Agrium Cuts Retail Unit Value 38% as Jana Pushes Spinoff

Agrium Cuts Retail Unit Value 38% as Jana Pushes for Spinoff
Agrium Inc.’s CEO was scheduled to meet with Jana Partners LLC today after rejecting the hedge fund’s proposal to separate the unit, two people familiar with the situation said. Photographer: Dave Olecko/Bloomberg

Agrium Inc. cut its estimate of the value of its farm-supply retail unit by at least 38 percent the same day that hedge fund Jana Partners LLC went public with a proposal to spin off the division.

The Calgary-based fertilizer producer told research analysts that the retail unit, if separated, might trade at less than eight times earnings before interest, taxes, depreciation and amortization, according to Paul Chapman, an analyst at BMO Capital Markets. In June 2011, Agrium Chief Executive Officer Michael Wilson said the retail unit was worth 11 times Ebitda or more.

“The company appears to be changing their messaging from previous statements made with regards to the value of retail, becoming more conservative on the back of recent events,” Chapman said in a research note yesterday.

Agrium and Jana officials met in the activist hedge fund’s New York offices today to discuss Jana’s proposals, they said in separate statements. Barry Rosenstein, who runs Jana, said in his statement that Jana would continue to push for its proposals. Agrium said it has no plans to change course on the retail unit.

Agrium made the change in presentations sent to research analysts yesterday, said two people with knowledge of the situation. That’s the same day Jana disclosed that it took a 4.1 percent stake in the fertilizer producer. In the presentations, Agrium cited valuations of six publicly traded companies to measure the unit’s value -- different companies than the five Wilson used in 2011, said the people, who asked not to be named because the matter is private.

Agrium Peers

The six companies Agrium cited as peers yesterday were Brenntag AG, Beacon Roofing Supply Inc., Airgas Inc., MRC Global Inc., Metals USA Holdings Corp. and Reliance Steel & Aluminum Co., said the people. Those companies trade at a median multiple of 9 times the last 12 months’ Ebitda, and 8 times 2012 Ebitda as estimated by analysts, according to data compiled by Bloomberg.

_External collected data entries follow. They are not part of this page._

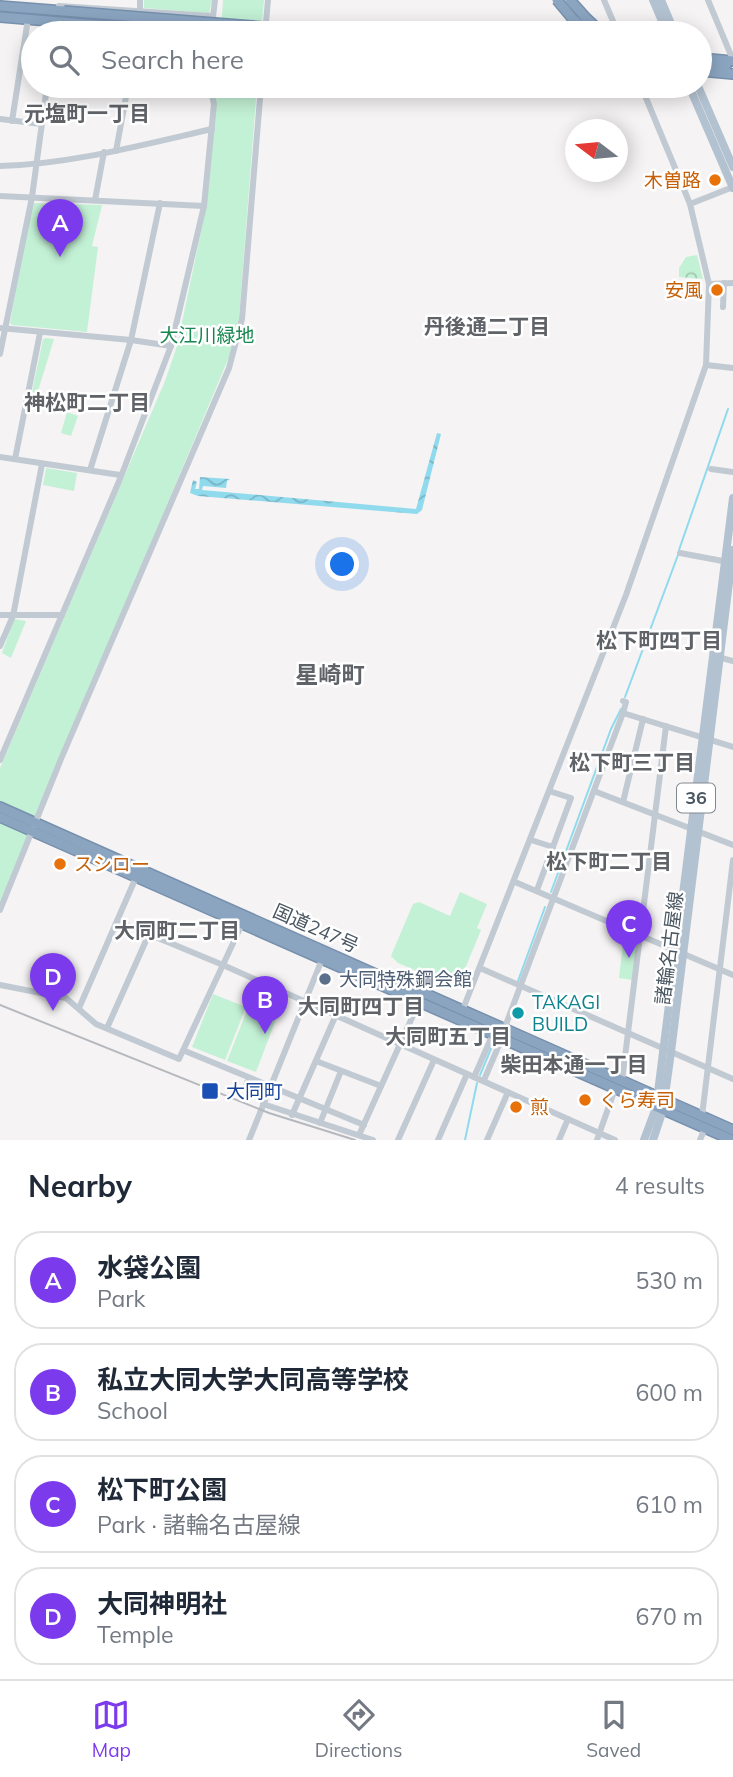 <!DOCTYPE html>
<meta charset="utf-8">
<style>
:root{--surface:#fff;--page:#f6f6f7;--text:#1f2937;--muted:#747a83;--line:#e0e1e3;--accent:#7c3aed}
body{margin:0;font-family:Mulish,"Noto Sans JP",sans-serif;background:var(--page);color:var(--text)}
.compass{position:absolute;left:565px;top:119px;width:63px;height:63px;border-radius:50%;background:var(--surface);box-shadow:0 4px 18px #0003;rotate:286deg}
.you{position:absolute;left:343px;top:565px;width:24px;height:24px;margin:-18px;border:5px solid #fff;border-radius:50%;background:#1a73e8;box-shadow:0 0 0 10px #1a73e833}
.badge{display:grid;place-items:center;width:46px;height:46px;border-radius:50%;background:var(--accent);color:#fff;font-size:23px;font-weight:700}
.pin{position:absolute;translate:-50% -58px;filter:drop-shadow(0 2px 4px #0008)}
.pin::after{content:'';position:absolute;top:37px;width:24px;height:21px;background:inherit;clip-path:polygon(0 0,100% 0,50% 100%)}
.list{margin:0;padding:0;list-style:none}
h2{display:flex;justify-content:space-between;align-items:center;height:91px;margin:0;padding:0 28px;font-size:30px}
h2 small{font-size:23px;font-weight:400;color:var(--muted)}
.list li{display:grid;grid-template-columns:46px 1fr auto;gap:21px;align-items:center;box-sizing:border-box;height:98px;margin:0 14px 14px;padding:0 14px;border:2px solid var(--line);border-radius:28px}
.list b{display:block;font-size:26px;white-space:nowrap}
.list p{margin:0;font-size:23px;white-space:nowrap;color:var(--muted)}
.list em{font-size:23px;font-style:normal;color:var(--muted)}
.icon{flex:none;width:38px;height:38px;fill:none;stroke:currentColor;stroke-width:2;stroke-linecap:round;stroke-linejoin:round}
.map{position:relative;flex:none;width:733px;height:1140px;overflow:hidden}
.search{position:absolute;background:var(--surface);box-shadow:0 4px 18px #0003;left:21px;right:21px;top:21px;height:77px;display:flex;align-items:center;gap:18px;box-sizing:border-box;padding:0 24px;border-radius:38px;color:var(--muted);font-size:26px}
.sheet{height:539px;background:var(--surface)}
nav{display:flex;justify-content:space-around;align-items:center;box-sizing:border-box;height:98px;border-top:2px solid var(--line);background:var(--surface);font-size:19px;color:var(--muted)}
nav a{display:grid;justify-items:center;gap:4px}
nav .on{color:var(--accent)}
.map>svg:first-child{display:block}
.forest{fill:url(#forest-crowns)}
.park{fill:#c3f1d5}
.water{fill:url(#water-waves)}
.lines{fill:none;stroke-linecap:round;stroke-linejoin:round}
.stream{stroke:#90daee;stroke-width:2}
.highway-casing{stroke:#7690ad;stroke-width:12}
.minor{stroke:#c1cad2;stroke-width:6}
.major{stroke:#b3c2d1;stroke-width:8}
.highway{stroke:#8ba5c1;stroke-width:9}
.rail{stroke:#b5b8bd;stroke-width:2}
.highway-bridge-casing{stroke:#7690ad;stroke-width:12;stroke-linecap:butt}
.highway-bridge{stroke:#8ba5c1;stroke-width:9}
.food-dot{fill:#e8710a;stroke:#fff;stroke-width:2.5}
.service-dot{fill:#5c6f8a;stroke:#fff;stroke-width:2.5}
.culture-dot{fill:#0f9aa8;stroke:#fff;stroke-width:2.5}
.transit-dot{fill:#1a4fb4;stroke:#fff;stroke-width:2.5}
.labels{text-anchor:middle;stroke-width:5;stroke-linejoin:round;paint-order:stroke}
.shield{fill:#fff;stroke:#808990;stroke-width:2}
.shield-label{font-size:18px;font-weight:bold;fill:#4a5661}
.food-label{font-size:19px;fill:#c56008;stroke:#fff;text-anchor:start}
.park-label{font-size:19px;fill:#17864f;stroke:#fff}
.street-label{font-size:19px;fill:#4a5661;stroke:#fff}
.service-label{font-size:19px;fill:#4e5e75;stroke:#fff;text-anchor:start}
.culture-label{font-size:19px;fill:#0d838f;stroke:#fff;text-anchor:start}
.transit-label{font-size:19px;fill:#164399;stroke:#fff;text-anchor:start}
.neighbourhood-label{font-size:21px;font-weight:bold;fill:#5f6368;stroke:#fff}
.quarter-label{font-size:23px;font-weight:bold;fill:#5f6368;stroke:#fff}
</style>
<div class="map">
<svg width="733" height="1140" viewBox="0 0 733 1140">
<defs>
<pattern id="forest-crowns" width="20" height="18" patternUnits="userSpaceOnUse" patternTransform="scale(1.75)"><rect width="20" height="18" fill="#c3f1d5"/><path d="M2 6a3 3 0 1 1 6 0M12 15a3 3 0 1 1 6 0" fill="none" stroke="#a0c6b0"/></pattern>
<pattern id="water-waves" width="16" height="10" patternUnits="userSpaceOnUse" patternTransform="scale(1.75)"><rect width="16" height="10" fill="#90daee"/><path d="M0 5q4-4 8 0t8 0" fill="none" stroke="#78b4c4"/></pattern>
</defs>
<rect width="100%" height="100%" fill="#f5f3f3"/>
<path class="forest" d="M697,255L703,279L679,277V268L686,257Z"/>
<g class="park">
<path d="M144,0H212L209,13L144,8Z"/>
<path d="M223,0H264L261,33H221Z"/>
<path d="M217,86H257L239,318L234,345L0,903V768L165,381L177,346L206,208Z"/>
<path d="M31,203L102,205L92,246L98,247L87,332L12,325L10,323Z"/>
<path d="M46,338L54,339L37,394L32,392L43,339Z"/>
<path d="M67,412L78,416L71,436L61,433Z"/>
<path d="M46,468L77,473L74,491L43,485Z"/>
<path d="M14,619L26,621L11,658L2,653Z"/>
<path d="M460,892L487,904L477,928L481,930L457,988L398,963L391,956L413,904L419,902L450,916Z"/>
<path d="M624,936L639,938L633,980L619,978Z"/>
<path d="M213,994L246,1007L225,1060L192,1047Z"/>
<path d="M248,1008L276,1019L256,1072L227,1061Z"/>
</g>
<path class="water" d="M437,433L441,434L422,510L417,514L198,496L190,493L193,480L197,482L195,489H199L200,477L230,479L227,481L226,488L203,486L202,490L416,509Z"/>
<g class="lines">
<g class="stream">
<path d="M679,550L728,409"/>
<path d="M625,697L678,555"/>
<path d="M551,892L611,729L621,709"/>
<path d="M518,981L545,907"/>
<path d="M480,1075L493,1044"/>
<path d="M465,1140L477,1083"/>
</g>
<defs>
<g id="highway">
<path d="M0,6L64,11"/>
<path d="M0,17L194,33"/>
<path d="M700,58L733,61"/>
<path d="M700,64L726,66"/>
<path d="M700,71L733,74"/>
<path d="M0,807L416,992L424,993L733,1130"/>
<path d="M0,817L732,1140"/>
</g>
</defs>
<use href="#highway" class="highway-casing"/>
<g class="minor">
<path d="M604,0L618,33"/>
<path d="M708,0L733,60"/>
<path d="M59,6L212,16"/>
<path d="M140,11V0"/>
<path d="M44,21L56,33H62"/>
<path d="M211,33L215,0"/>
<path d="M265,33L268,0"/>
<path d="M0,119L41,124"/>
<path d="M12,121L28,19"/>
<path d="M116,151L128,86"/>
<path d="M0,166C71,164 142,145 212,129"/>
<path d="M0,196L204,206"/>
<path d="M95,200L104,152"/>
<path d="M690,204L733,187"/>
<path d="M709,284L733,283"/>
<path d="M723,307L724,283"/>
<path d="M0,328L131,340L171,346"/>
<path d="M0,354L32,197L47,86"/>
<path d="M706,365L733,368"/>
<path d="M0,457L120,475"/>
<path d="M15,459L40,333"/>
<path d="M711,469L733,472"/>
<path d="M90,470L131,340L160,203"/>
<path d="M680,553L728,562"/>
<path d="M0,615H62"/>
<path d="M0,646L13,616L42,464"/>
<path d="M718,657L733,661"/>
<path d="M623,713L733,747"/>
<path d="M0,760L120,479L171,346L204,206L214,104L210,86"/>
<path d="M594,791L733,845"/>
<path d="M623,802L643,719"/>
<path d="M531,840L553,847"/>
<path d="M515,882L733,975"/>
<path d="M537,890L571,798L549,791"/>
<path d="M0,910L61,759L229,368L242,319L261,86"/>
<path d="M117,921L223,965L615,1140"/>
<path d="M480,968L733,1079"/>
<path d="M0,985L66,998L96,1024L179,1059L242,924"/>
<path d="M79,1008L137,875"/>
<path d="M463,1009L626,595L706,365L709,284L690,204L641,86"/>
<path d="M505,1027L623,713L626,702L623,701"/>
<path d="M107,1028L149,934"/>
<path d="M185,1051L364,1125"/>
<path d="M316,1061L381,1086"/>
<path d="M474,1077L493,1034"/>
<path d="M253,1080L247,1082L246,1088L265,1097"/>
<path d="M484,1080L502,1038"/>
<path d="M622,1081L666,726"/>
<path d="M263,1104L373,1140"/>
<path d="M292,1115L335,1017"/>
<path d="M702,1116L733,860"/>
<path d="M320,1123L341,1071"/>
<path d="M359,1135L420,1000"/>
<path d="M249,1140L323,957"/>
<path d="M398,1140L434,1060"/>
<path d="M438,1140L467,1074"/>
<path d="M487,1140L508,1092"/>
<path d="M559,1140L568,1119"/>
<path d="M597,1140L615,1089"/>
<path d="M700,1140L705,1128"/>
</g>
<g class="major">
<path d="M653,0L667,33"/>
<path d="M661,0L675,33"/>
<path d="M689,86L733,188"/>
<path d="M698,86L733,167"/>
<path d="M644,1140L656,1108L733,498"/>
<path d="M653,1140L663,1110L671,1052L733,550"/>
</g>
<use href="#highway" class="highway"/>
<path class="rail" d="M0,1005L269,1113L355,1140"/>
<defs>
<g id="highway-bridge">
<path d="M557,0L572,18L589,33"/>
<path d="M570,0L586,18L602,33"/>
<path d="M64,11L339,33"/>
</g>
</defs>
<use href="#highway-bridge" class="highway-bridge-casing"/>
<use href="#highway-bridge" class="highway-bridge"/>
</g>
<g class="food-dot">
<circle cx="715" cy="180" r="7"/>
<circle cx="717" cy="290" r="7"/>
<circle cx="60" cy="864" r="7"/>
<circle cx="585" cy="1100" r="7"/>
<circle cx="516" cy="1107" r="7"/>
</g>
<circle class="service-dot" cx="325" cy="979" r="7"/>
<circle class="culture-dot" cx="518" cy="1013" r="7"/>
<rect class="transit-dot" x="201" y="1082" width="18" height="18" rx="3.5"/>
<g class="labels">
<rect class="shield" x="677" y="783.5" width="38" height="29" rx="5"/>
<g class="shield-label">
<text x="696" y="804">36</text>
</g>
<g class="food-label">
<text x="701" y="187" text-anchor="end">木曽路</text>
<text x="703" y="297" text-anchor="end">安風</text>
<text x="74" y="871">スシロー</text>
<text x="599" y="1107">くら寿司</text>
<text x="530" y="1114">煎</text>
</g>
<g class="park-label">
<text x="207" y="342">大江川緑地</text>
</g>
<g class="street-label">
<text transform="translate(316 928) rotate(24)" y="7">国道247号</text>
<text transform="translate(669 948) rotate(-83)" y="7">諸輪名古屋線</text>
</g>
<g class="service-label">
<text x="339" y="986">大同特殊鋼会館</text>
</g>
<g class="culture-label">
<text x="532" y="1009">TAKAGI<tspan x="532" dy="22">BUILD</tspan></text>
</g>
<g class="transit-label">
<text x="226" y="1098">大同町</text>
</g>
<g class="neighbourhood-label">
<text x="87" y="121">元塩町一丁目</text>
<text x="487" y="334">丹後通二丁目</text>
<text x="87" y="410">神松町二丁目</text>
<text x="659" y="648">松下町四丁目</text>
<text x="632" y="770">松下町三丁目</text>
<text x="609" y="869">松下町二丁目</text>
<text x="177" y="938">大同町二丁目</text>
<text x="361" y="1014">大同町四丁目</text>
<text x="448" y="1044">大同町五丁目</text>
<text x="574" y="1072">柴田本通一丁目</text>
</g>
<g class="quarter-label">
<text x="330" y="683">星崎町</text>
</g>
</g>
</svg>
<svg class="compass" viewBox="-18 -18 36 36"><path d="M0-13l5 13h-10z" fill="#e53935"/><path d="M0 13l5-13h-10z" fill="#747a83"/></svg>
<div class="you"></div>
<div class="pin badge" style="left:60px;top:257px">A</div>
<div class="pin badge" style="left:265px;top:1034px">B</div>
<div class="pin badge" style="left:629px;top:958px">C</div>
<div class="pin badge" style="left:53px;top:1011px">D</div>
<div class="search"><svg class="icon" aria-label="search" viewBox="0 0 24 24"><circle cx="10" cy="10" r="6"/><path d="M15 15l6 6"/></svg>Search here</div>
</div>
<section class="sheet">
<h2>Nearby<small>4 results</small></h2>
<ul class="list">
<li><span class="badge">A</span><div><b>水袋公園</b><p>Park</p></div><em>530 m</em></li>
<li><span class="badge">B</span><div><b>私立大同大学大同高等学校</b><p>School</p></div><em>600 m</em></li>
<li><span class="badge">C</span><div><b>松下町公園</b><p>Park · 諸輪名古屋線</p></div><em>610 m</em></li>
<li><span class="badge">D</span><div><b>大同神明社</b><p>Temple</p></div><em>670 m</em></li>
</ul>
</section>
<nav>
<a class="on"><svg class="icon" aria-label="map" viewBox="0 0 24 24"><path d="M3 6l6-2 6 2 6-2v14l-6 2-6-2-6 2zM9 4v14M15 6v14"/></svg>Map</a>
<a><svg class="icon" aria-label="directions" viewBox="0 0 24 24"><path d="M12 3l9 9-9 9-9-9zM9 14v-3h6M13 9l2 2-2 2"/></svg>Directions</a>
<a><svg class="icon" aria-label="saved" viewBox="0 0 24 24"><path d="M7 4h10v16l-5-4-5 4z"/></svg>Saved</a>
</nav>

The five companies Wilson cited in his 2011 presentation were Tractor Supply Co., Watsco Inc., Wesco International Inc., W.W. Grainger Inc. and Genuine Parts Co. Those companies trade at about 11 times trailing Ebitda and 10 times this year’s Ebitda, the data compiled by Bloomberg show.

Tractor Supply, whose business model Wilson said last year was “close” to that of Agrium’s retail unit, trades at about 12 times trailing Ebitda and 12 times 2012 Ebitda, the data show.

‘Today’s Market’

Based on the Agrium retail unit’s $921 million in Ebitda over the past 12 months, it would be worth about $10 billion using Agrium’s old list of peers, and about $8 billion using the new list.

Agrium said in a statement today that the comparisons it made a year ago have “little to do with how retail would trade in today’s market as a separate public company.” The company added that its bankers at Morgan Stanley recently “provided additional information on an appropriate peer group.”

“Agrium seems to be talking down the value of the retail business, even as it moves to expand it,” said Mark Connelly of Credit Agricole Securities USA Inc. in a research note yesterday.

The stock rose 2 percent today to $98.78 as of 4 p.m. New York time, the highest level since July 2008.